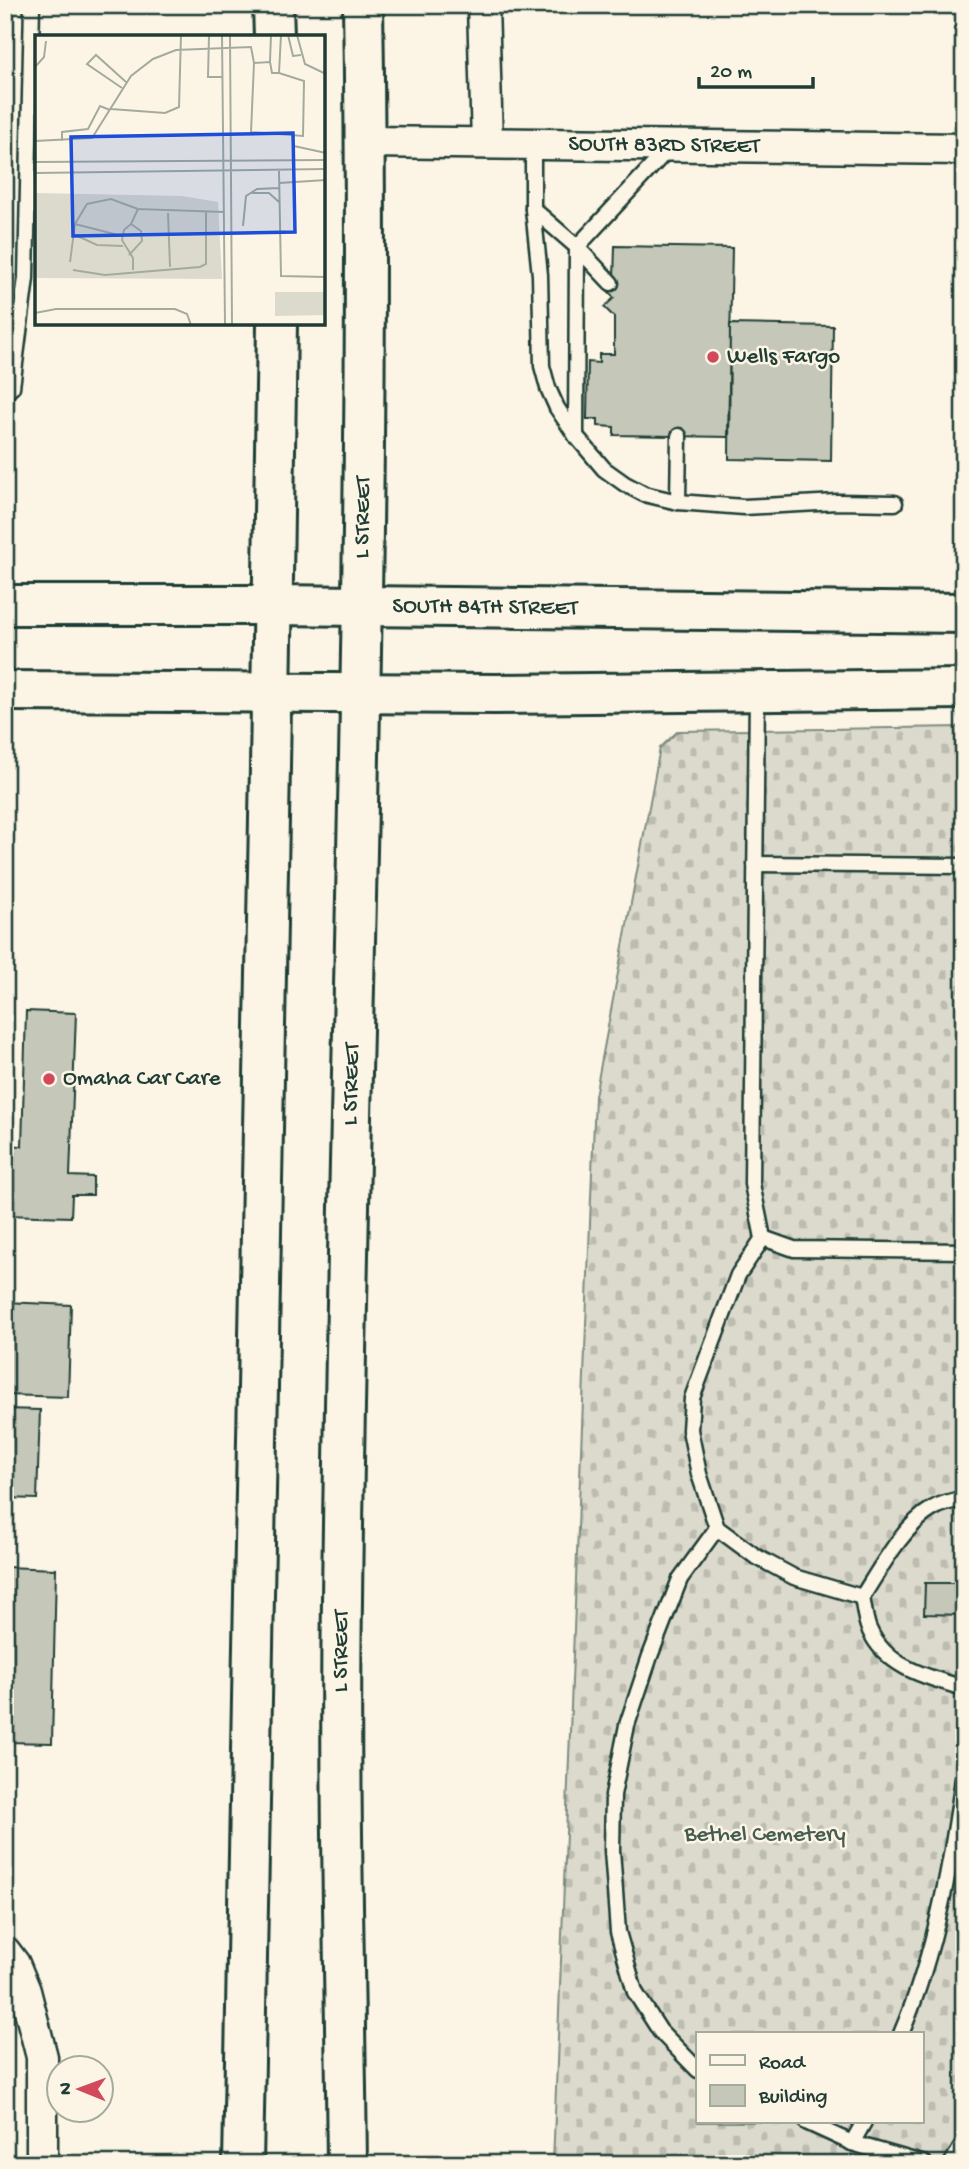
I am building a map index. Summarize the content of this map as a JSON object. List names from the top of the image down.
{
  "streets": {
    "main road": ["L STREET", "SOUTH 84TH STREET"],
    "street": ["SOUTH 83RD STREET"]
  },
  "crossings": [
    ["SOUTH 83RD STREET", "L STREET"],
    ["L STREET", "SOUTH 84TH STREET"]
  ],
  "parks": ["Bethel Cemetery"],
  "places": ["Wells Fargo", "Omaha Car Care"],
  "legend": ["Road", "Building"],
  "scale_bar": "20 m",
  "north": "left"
}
=======
◆ **Problem**
Transcribe the records above exactly, skipping pictures.

◆ **Output of the exercise**
I am building a map index. Summarize the content of this map as a JSON object. List names from the top of the image down.
{
  "streets": {
    "main road": ["L STREET", "SOUTH 84TH STREET"],
    "street": ["SOUTH 83RD STREET"]
  },
  "crossings": [
    ["SOUTH 83RD STREET", "L STREET"],
    ["L STREET", "SOUTH 84TH STREET"]
  ],
  "parks": ["Bethel Cemetery"],
  "places": ["Wells Fargo", "Omaha Car Care"],
  "legend": ["Road", "Building"],
  "scale_bar": "20 m",
  "north": "left"
}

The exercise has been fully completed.